TASK REQUIREMENTS:
Tally the lines below that contain the word "limit", and give only that number.

EXTRACTED RECORDS:
——————
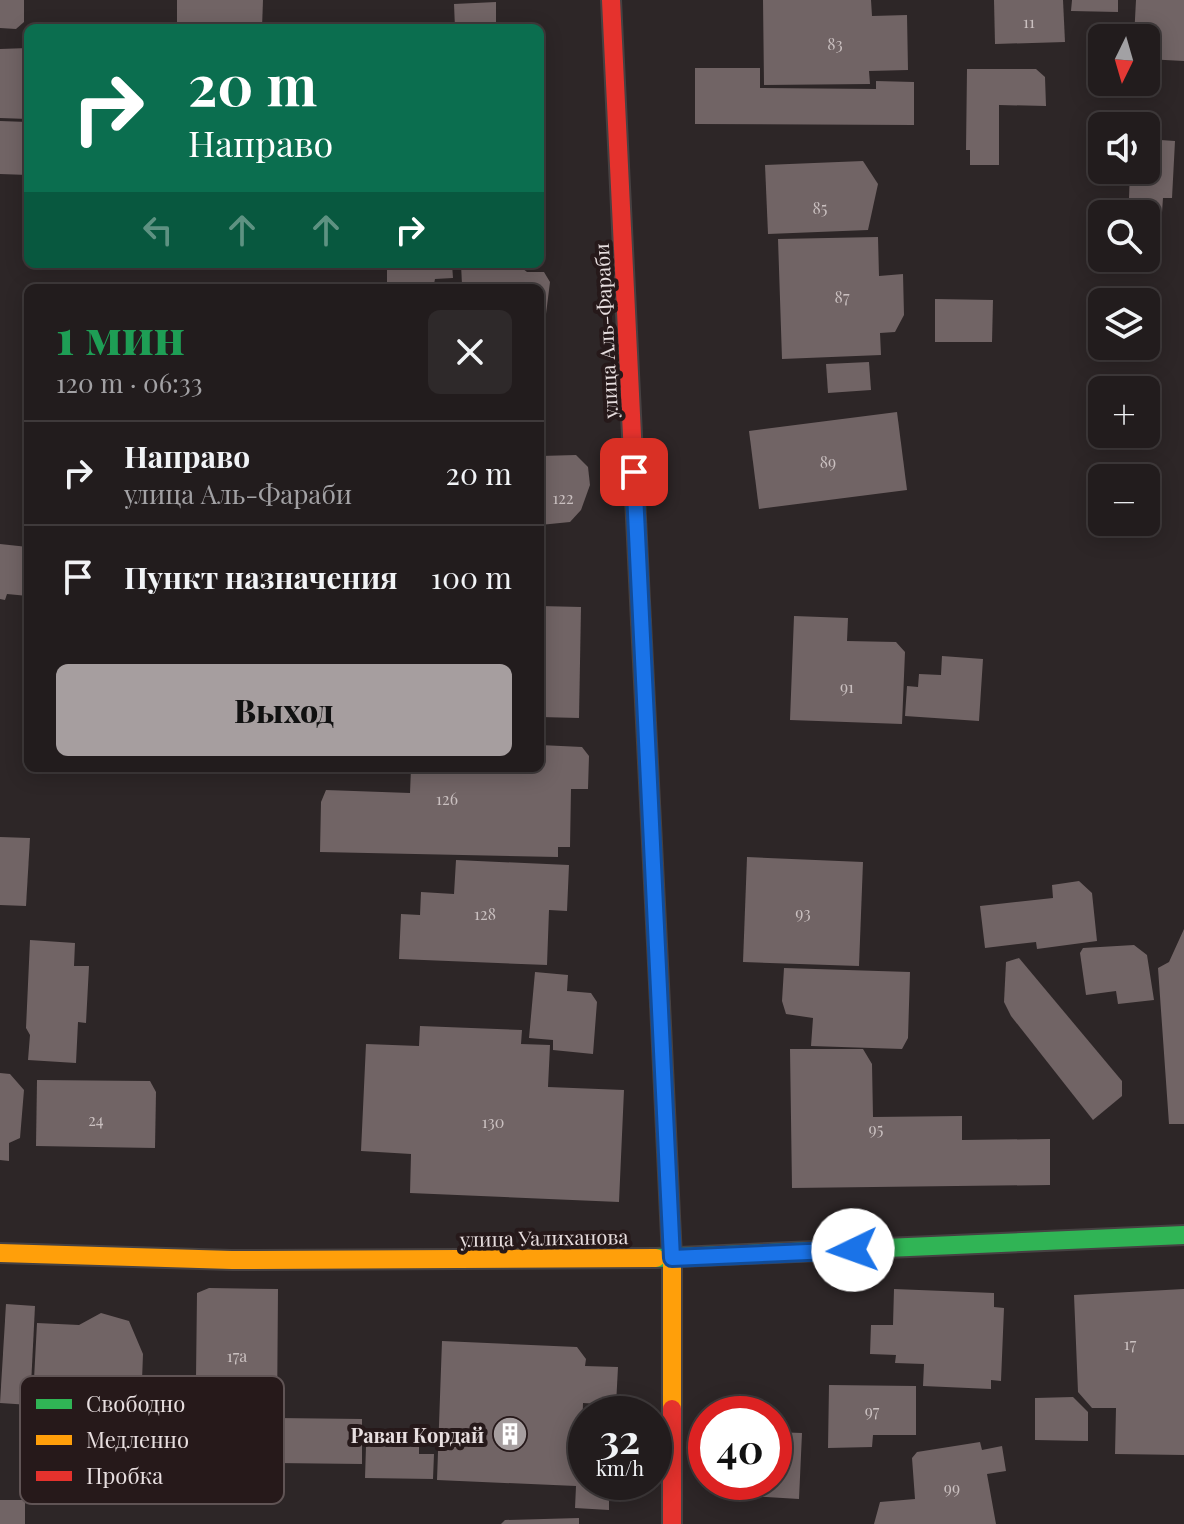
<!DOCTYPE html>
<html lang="ru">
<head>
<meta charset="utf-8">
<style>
  :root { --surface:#221c1d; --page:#2e292a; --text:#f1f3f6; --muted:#a2a1a4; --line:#3f3a3b; --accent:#a69e9f }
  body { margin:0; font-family:"Playfair Display",serif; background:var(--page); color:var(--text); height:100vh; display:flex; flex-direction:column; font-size:30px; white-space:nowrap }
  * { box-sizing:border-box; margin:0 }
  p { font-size:26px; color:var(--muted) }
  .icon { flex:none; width:44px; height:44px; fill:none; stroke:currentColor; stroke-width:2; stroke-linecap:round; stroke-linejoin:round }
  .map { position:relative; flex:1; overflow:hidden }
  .sheet { position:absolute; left:24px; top:284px; width:520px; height:488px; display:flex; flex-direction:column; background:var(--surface); border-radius:12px; box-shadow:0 4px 20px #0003,0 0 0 2px var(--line) }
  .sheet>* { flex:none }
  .guide { position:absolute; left:24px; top:24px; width:520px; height:244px; border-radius:12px; box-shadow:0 4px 20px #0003,0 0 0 2px var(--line); background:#0b6e4f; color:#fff; overflow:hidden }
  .needle { width:52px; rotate:185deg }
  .buttons { position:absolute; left:1088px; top:24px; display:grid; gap:16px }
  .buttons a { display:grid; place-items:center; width:72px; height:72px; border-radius:12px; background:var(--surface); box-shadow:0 4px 20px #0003,0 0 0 2px var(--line); font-size:40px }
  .speed { position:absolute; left:568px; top:1396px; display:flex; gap:16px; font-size:40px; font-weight:700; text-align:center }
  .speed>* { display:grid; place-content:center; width:104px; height:104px; border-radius:50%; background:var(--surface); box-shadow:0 4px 20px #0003,0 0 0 2px var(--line); line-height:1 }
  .speed small { font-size:20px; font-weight:400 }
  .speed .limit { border:12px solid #d22; background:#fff; color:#111 }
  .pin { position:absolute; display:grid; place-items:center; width:68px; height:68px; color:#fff; margin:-34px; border-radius:16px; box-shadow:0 4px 12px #0006 }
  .me { position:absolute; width:88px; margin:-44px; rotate:267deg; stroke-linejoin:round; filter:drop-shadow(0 0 6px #0008) }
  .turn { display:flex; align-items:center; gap:28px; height:168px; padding:0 32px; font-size:36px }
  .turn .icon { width:104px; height:104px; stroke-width:2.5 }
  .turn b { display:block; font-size:56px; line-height:68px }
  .lanes { display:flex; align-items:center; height:76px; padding:0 32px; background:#0003; justify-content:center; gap:40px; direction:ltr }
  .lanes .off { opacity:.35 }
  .round { display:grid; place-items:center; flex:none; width:84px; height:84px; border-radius:12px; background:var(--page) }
  .summary { display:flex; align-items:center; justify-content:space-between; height:136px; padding:0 32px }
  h1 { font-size:48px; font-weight:800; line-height:60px; color:#1e9e55 }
  .action { display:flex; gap:16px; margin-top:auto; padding:16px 32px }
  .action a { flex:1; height:92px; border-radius:12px; background:var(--accent); color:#111; font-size:32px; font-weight:800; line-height:92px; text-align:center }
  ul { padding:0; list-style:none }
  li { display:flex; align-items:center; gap:24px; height:104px; padding:0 32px; border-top:2px solid var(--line) }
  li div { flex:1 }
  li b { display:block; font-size:30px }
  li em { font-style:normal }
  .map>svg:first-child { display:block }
  .building { fill:#716465 }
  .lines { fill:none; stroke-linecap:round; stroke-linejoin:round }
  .fast-casing { stroke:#464142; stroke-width:22 }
  .slow-casing { stroke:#464142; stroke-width:22 }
  .jam-casing { stroke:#464142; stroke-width:22 }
  .fast { stroke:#30b455; stroke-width:18 }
  .slow { stroke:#ff9f0a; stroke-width:18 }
  .jam { stroke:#e5322d; stroke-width:18 }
  .route-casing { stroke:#114b97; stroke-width:20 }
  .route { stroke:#1a73e8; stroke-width:14 }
  .labels { text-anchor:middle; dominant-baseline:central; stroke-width:8; stroke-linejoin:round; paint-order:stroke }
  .number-label { font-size:16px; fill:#cac0c0 }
  .street-label { font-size:20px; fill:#e7dedf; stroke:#26191a }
  .poi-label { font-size:20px; font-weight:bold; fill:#e7dedf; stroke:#26191a; text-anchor:end }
  .key { fill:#26191a; stroke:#605455; stroke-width:2 }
  .key-label { font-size:22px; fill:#e7dedf }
</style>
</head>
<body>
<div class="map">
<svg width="1184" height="1524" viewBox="0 0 1184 1524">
  <rect width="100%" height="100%" fill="#2d2627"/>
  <!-- building -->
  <g class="building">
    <polygon points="0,0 24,0 24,22 16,29 0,28"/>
    <polygon points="177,0 263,0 262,28 177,28"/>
    <polygon points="763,0 871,0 872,16 907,15 908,70 869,71 870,84 764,85"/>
    <polygon points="994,0 1063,0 1065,42 995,44"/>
    <polygon points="1072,0 1118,0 1118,12 1071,11"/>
    <polygon points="1136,0 1184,0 1184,61 1146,59 1146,38 1134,38"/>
    <polygon points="496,2 496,23 519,22 530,28 455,28 454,4"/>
    <polygon points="28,48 28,119 0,118 0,49"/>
    <polygon points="695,68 760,68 760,88 876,89 876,81 914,82 914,125 695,124"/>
    <polygon points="967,69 1036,69 1045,77 1046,106 999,105 999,165 970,165 970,150 966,150"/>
    <polygon points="0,121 28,122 28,175 0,174"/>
    <polygon points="1146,139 1175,141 1172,198 1163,198 1161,227 1146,226 1146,214 1133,214 1134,199 1129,198 1130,170 1146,170"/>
    <polygon points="863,161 878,184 868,230 768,234 765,165"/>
    <polygon points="878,237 879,276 903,274 904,315 895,332 880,333 881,355 782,359 778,239"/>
    <polygon points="387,264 452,264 453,278 435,279 434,284 421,284 422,288 387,288"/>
    <polygon points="461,264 517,264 527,272 544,272 550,282 546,314 540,314 540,288 429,288 428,285 462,285"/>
    <polygon points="935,299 993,300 992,342 935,342"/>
    <polygon points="869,362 871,390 828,393 826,364"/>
    <polygon points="897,412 907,490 759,509 749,431"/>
    <polygon points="576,455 588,467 590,485 581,510 570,522 540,525 540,456"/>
    <polygon points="0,544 28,547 28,596 7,594 5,600 0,599"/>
    <polygon points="540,606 581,607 579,718 540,717"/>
    <polygon points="794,616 848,618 847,641 896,642 905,652 902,724 790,720"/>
    <polygon points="942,656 983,659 979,721 905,716 907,686 918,687 919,674 941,675"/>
    <polygon points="540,745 582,747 589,756 588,789 571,789 570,847 558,847 558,857 320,852 321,802 326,790 410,793 411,768 540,768"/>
    <polygon points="0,837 30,838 26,906 0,905"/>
    <polygon points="747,857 863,862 859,966 743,962"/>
    <polygon points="456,860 569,865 567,911 549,910 547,965 399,959 401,914 420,915 421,892 454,894"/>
    <polygon points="1079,881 1092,893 1097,941 1037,949 1036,942 985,948 980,906 1053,898 1052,885"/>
    <polygon points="1184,929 1184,1124 1169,1124 1158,968 1169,962"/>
    <polygon points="30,940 75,943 74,966 89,966 86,1023 78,1022 76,1063 28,1060 30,1035 26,1028"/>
    <polygon points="1134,945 1147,955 1154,1000 1118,1004 1116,991 1086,995 1080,953 1083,948"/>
    <polygon points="1019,958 1122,1081 1122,1096 1093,1120 1011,1016 1004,1002 1006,962"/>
    <polygon points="784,968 910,972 908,1038 902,1049 811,1046 813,1018 786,1014 782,1001"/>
    <polygon points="535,972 568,975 567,991 591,993 597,1002 593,1054 553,1050 553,1040 529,1038"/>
    <polygon points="420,1026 522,1030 521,1044 550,1045 548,1087 624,1090 619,1202 410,1193 411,1154 361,1151 366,1044 419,1046"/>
    <polygon points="790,1049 863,1049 872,1064 873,1117 962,1116 962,1140 1050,1139 1050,1185 792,1188"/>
    <polygon points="0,1073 10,1074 24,1090 20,1138 9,1143 9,1161 0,1160"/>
    <polygon points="37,1080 150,1081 156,1092 155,1148 36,1146"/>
    <polygon points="209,1288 278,1289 277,1418 362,1419 362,1464 195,1462 197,1293"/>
    <polygon points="894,1289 994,1293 994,1307 1004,1308 1001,1381 991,1380 991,1389 923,1386 924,1364 895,1363 896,1355 870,1354 871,1325 893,1325"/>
    <polygon points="1184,1289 1184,1455 1115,1454 1116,1408 1092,1408 1078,1392 1074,1295"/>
    <polygon points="6,1304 35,1306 30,1405 0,1403"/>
    <polygon points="101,1313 129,1321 143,1354 139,1459 76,1456 78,1405 59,1405 58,1417 32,1417 37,1323 79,1325"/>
    <polygon points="442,1341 577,1347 586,1359 585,1366 618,1367 616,1405 583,1403 581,1463 586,1463 586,1482 609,1482 609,1510 575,1508 576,1486 437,1480"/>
    <polygon points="829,1385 916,1386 916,1435 873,1435 872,1447 828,1448"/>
    <polygon points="1073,1397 1088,1412 1088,1441 1035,1440 1035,1398"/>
    <polygon points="774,1432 802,1433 799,1499 750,1496 751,1482 774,1482"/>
    <polygon points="980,1442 982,1450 1002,1446 1006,1471 987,1474 996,1524 874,1524 880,1502 915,1499 912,1458 917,1452"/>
    <polygon points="366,1446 419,1447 419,1454 434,1454 433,1479 365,1478"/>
    <rect x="0" y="1500" width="25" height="24"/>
    <polygon points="579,1518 579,1524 501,1524 505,1520"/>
  </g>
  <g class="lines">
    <!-- fast casing -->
    <g class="fast-casing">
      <g id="fast">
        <polyline points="641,622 660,1004"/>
        <polyline points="656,1258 1184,1235"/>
      </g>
    </g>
    <!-- slow casing -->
    <g class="slow-casing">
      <g id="slow">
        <polyline points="660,1004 672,1258 672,1409"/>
        <polyline points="0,1253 232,1260 656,1258"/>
      </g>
    </g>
    <!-- jam casing -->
    <g class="jam-casing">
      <g id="jam">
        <polyline points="611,0 641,622"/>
        <polyline points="672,1409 672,1524"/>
      </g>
    </g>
    <!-- fast -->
    <use href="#fast" class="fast"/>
    <!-- slow -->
    <use href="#slow" class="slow"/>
    <!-- jam -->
    <use href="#jam" class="jam"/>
  </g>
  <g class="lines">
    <!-- route casing -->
    <g class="route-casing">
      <polyline id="route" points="634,472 672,1258 853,1250"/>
    </g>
    <!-- route -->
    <use href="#route" class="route"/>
  </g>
  <!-- icons -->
  <defs>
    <g id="building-disc" transform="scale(1.8)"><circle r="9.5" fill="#a69e9f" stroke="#26191a"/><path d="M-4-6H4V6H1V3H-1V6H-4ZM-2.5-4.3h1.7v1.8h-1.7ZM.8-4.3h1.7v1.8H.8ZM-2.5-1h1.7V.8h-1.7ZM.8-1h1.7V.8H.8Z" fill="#fff"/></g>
  </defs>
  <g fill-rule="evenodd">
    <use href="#building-disc" x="510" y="1434"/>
  </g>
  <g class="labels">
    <!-- number labels -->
    <g class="number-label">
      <text x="1029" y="21">11</text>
      <text x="835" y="43">83</text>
      <text x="820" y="207">85</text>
      <text x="842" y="296">87</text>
      <text x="828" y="461">89</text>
      <text x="563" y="497">122</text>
      <text x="847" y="686">91</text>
      <text x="447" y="798">126</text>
      <text x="803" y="912">93</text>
      <text x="485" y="913">128</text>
      <text x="96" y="1119">24</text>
      <text x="493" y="1121">130</text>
      <text x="876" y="1128">95</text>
      <text x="1130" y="1343">17</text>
      <text x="237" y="1355">17а</text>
      <text x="872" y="1410">97</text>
      <text x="952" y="1487">99</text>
    </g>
    <!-- street labels -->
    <g class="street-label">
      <text transform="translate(605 331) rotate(-93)">улица Аль-Фараби</text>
      <text transform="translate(544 1237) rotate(-1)">улица Уалиханова</text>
    </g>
    <!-- poi labels -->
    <g class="poi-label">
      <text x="484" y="1434">Раван Кордай</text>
    </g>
  </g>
  <!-- legend -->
  <rect x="20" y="1376" width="264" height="128" rx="12" class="key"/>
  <rect x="36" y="1399" width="36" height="10" fill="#30b455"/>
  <rect x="36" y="1435" width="36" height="10" fill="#ff9f0a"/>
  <rect x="36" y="1471" width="36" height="10" fill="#e5322d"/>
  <g class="key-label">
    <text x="86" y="1412">Свободно</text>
    <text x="86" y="1448">Медленно</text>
    <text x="86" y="1484">Пробка</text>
  </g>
</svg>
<div class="buttons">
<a><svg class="needle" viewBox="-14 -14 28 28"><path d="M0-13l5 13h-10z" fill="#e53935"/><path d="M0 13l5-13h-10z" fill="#a2a1a4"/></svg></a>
<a><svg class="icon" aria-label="sound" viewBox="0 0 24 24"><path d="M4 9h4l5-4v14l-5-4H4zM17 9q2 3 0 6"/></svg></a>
<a><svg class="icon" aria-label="search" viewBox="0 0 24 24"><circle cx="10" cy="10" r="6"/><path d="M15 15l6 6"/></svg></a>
<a><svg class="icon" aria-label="layers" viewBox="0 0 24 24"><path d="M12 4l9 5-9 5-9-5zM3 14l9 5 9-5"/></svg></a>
<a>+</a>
<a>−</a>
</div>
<div class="speed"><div>32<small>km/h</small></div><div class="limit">40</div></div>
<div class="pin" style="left:634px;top:472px;background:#d93025"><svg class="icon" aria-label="arrive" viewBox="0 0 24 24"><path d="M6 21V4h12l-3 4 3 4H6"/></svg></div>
<svg class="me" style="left:853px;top:1250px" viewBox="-20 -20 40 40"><circle r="19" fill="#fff"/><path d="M0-13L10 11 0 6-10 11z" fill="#1a73e8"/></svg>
<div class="guide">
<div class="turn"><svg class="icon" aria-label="right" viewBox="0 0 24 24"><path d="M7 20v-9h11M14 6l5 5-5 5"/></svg><div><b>20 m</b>Направо</div></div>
<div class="lanes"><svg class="icon off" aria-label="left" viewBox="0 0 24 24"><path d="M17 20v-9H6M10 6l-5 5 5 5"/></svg><svg class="icon off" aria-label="ahead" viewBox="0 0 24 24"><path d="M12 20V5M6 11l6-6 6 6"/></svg><svg class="icon off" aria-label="ahead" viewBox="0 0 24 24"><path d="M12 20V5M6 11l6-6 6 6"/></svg><svg class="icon" aria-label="right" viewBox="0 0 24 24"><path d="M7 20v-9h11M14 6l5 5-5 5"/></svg></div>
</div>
<section class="sheet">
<div class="summary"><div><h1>1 мин</h1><p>120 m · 06:33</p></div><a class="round"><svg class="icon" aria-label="close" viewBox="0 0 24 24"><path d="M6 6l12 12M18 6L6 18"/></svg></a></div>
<ul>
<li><svg class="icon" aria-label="right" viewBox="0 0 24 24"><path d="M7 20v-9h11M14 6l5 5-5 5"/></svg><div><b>Направо</b><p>улица Аль-Фараби</p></div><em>20 m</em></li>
<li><svg class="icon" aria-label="arrive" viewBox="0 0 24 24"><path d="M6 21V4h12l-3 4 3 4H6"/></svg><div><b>Пункт назначения</b></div><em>100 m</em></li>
</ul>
<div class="action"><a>Выход</a></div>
</section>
</div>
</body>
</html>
——————
EXERCISE OUTPUT:
2